Among the entries below, please show each line that carries the word "sizing".

[Stored data]
-- -- --

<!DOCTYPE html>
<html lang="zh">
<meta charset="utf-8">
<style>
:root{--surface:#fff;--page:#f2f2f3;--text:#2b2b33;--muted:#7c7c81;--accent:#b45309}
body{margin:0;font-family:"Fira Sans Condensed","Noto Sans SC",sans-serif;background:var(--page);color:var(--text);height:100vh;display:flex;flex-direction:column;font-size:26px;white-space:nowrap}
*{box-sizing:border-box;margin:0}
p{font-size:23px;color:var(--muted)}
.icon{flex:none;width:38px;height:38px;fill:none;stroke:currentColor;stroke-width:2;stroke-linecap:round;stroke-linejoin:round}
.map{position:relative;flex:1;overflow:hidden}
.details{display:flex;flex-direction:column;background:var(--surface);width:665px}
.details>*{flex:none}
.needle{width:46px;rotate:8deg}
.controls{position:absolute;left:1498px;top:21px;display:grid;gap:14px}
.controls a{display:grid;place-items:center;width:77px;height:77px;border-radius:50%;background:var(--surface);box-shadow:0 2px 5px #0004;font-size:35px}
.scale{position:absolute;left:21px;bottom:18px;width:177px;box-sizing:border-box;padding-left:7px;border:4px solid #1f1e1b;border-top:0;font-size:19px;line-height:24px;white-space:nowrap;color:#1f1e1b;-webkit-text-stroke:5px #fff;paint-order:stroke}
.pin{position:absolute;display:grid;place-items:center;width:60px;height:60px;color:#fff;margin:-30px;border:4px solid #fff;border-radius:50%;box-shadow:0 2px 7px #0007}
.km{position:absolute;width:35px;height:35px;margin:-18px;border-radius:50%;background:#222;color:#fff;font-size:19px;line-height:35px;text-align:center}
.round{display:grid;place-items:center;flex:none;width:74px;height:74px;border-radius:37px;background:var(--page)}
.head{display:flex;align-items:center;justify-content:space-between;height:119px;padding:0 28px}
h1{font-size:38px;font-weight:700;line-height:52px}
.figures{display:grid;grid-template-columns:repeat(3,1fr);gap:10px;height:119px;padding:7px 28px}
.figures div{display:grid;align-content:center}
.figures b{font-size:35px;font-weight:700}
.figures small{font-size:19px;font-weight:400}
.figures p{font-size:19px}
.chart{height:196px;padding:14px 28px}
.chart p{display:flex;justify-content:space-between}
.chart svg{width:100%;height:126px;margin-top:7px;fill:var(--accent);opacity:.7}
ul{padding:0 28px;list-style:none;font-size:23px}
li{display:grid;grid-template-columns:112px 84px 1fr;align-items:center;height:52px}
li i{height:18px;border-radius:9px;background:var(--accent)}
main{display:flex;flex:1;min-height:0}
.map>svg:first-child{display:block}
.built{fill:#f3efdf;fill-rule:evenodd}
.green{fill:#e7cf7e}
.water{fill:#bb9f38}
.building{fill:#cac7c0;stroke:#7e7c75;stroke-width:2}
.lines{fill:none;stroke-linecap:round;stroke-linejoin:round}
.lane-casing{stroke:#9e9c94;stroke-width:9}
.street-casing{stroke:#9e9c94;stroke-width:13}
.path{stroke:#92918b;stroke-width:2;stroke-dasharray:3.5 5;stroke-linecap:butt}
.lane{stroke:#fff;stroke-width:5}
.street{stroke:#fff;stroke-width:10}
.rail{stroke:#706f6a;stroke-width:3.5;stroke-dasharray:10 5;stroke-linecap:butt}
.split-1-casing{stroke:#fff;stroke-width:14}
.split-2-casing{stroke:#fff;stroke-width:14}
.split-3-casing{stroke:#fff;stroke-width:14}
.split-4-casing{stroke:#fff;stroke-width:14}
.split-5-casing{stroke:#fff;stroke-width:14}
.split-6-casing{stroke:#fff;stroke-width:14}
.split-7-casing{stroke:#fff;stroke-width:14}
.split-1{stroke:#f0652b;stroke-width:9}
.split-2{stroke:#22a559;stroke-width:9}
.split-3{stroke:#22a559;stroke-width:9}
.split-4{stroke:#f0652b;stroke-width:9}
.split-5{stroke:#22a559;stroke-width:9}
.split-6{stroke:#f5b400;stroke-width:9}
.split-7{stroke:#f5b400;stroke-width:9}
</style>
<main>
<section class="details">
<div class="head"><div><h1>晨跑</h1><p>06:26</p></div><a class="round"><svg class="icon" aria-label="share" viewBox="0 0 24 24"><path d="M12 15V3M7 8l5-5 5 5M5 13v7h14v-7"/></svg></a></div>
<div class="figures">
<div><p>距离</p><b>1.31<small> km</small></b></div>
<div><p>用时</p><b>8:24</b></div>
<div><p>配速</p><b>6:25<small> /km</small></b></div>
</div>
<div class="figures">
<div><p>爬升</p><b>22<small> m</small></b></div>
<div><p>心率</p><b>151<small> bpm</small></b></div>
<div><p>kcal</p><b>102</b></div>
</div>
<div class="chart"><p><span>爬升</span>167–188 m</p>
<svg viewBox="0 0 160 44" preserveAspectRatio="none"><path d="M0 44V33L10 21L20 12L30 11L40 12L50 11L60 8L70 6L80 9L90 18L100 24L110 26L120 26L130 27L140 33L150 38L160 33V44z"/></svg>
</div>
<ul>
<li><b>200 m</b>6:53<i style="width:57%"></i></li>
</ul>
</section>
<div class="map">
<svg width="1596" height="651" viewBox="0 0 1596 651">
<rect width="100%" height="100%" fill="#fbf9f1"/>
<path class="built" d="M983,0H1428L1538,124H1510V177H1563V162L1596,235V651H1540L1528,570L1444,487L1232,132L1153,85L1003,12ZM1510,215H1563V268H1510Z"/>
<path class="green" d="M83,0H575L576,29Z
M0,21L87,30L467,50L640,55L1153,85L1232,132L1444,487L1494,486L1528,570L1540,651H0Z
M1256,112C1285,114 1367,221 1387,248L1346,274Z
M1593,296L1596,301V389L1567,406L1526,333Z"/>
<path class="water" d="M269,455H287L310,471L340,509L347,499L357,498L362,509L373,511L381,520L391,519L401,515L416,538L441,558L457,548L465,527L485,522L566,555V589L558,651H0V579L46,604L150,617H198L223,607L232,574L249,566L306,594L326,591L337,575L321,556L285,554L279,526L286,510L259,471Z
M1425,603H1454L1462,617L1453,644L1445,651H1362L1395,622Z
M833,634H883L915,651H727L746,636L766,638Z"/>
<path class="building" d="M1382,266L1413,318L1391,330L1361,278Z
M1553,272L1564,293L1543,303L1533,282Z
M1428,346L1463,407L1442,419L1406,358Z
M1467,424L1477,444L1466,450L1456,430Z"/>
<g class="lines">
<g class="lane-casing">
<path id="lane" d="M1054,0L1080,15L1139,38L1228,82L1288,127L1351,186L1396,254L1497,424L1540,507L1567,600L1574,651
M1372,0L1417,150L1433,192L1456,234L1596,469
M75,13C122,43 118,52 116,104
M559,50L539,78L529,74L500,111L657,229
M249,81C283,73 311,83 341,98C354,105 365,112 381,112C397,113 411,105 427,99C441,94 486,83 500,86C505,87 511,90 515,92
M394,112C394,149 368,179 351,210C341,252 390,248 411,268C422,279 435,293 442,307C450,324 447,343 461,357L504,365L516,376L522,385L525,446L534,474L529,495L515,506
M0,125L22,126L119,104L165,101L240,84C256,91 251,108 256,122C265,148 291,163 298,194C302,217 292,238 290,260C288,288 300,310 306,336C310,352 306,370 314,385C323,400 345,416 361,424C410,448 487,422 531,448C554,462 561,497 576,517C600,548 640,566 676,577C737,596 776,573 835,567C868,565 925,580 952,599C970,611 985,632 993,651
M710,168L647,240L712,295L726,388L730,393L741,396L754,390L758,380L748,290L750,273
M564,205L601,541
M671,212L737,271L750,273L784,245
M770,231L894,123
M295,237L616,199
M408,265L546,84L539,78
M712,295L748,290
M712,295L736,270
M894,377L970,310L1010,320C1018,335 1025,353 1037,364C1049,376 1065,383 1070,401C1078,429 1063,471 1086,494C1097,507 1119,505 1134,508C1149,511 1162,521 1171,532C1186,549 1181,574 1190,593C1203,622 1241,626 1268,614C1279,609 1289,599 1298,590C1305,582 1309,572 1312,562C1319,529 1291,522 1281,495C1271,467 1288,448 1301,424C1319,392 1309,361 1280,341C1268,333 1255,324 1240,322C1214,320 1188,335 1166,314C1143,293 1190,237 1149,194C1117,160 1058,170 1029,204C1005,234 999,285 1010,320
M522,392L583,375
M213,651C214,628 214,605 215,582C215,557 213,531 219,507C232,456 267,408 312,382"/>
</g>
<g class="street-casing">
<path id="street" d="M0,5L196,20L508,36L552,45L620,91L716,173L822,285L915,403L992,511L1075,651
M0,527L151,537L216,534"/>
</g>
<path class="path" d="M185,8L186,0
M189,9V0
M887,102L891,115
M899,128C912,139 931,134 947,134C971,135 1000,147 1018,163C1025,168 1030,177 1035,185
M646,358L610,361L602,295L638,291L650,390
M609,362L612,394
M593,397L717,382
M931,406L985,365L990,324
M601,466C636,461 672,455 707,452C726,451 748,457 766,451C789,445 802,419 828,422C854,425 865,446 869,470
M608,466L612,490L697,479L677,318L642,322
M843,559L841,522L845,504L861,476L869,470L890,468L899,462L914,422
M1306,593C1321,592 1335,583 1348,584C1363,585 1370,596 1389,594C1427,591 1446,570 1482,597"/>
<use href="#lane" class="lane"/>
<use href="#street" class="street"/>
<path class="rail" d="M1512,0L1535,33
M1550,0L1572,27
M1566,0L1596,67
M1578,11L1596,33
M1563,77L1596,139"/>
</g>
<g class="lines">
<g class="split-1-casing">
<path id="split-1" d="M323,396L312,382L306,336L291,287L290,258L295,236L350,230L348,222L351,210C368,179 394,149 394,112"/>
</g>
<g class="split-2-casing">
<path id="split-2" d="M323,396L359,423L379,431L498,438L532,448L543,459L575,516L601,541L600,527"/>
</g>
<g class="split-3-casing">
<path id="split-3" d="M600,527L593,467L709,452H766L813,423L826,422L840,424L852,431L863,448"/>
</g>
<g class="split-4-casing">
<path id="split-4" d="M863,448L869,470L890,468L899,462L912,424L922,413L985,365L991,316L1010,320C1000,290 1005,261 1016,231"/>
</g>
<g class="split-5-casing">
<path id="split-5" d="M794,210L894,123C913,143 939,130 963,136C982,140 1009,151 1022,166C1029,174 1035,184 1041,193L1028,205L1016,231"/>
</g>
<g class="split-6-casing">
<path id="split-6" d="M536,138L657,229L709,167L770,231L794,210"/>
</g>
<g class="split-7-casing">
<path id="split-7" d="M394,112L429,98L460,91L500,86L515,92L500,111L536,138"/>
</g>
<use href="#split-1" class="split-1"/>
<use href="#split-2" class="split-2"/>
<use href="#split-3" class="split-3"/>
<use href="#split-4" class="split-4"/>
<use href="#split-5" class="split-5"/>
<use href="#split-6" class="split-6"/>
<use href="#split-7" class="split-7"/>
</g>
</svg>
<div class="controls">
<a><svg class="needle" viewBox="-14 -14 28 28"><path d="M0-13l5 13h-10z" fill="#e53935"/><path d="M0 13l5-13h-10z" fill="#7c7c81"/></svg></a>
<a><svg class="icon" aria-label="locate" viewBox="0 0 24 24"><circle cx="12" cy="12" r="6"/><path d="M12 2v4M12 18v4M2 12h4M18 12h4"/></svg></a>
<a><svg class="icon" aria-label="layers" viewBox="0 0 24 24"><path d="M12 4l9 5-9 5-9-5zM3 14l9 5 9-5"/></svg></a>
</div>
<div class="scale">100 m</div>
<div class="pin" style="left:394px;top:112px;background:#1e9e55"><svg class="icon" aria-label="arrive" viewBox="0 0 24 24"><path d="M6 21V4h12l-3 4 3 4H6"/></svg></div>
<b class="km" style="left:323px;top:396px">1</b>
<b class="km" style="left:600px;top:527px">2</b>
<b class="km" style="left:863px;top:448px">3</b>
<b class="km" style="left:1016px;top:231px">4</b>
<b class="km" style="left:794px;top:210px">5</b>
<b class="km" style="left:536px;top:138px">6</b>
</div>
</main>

-- -- --

## ANSWER TO THIS EXERCISE
*{box-sizing:border-box;margin:0}
.scale{position:absolute;left:21px;bottom:18px;width:177px;box-sizing:border-box;padding-left:7px;border:4px solid #1f1e1b;border-top:0;font-size:19px;line-height:24px;white-space:nowrap;color:#1f1e1b;-webkit-text-stroke:5px #fff;paint-order:stroke}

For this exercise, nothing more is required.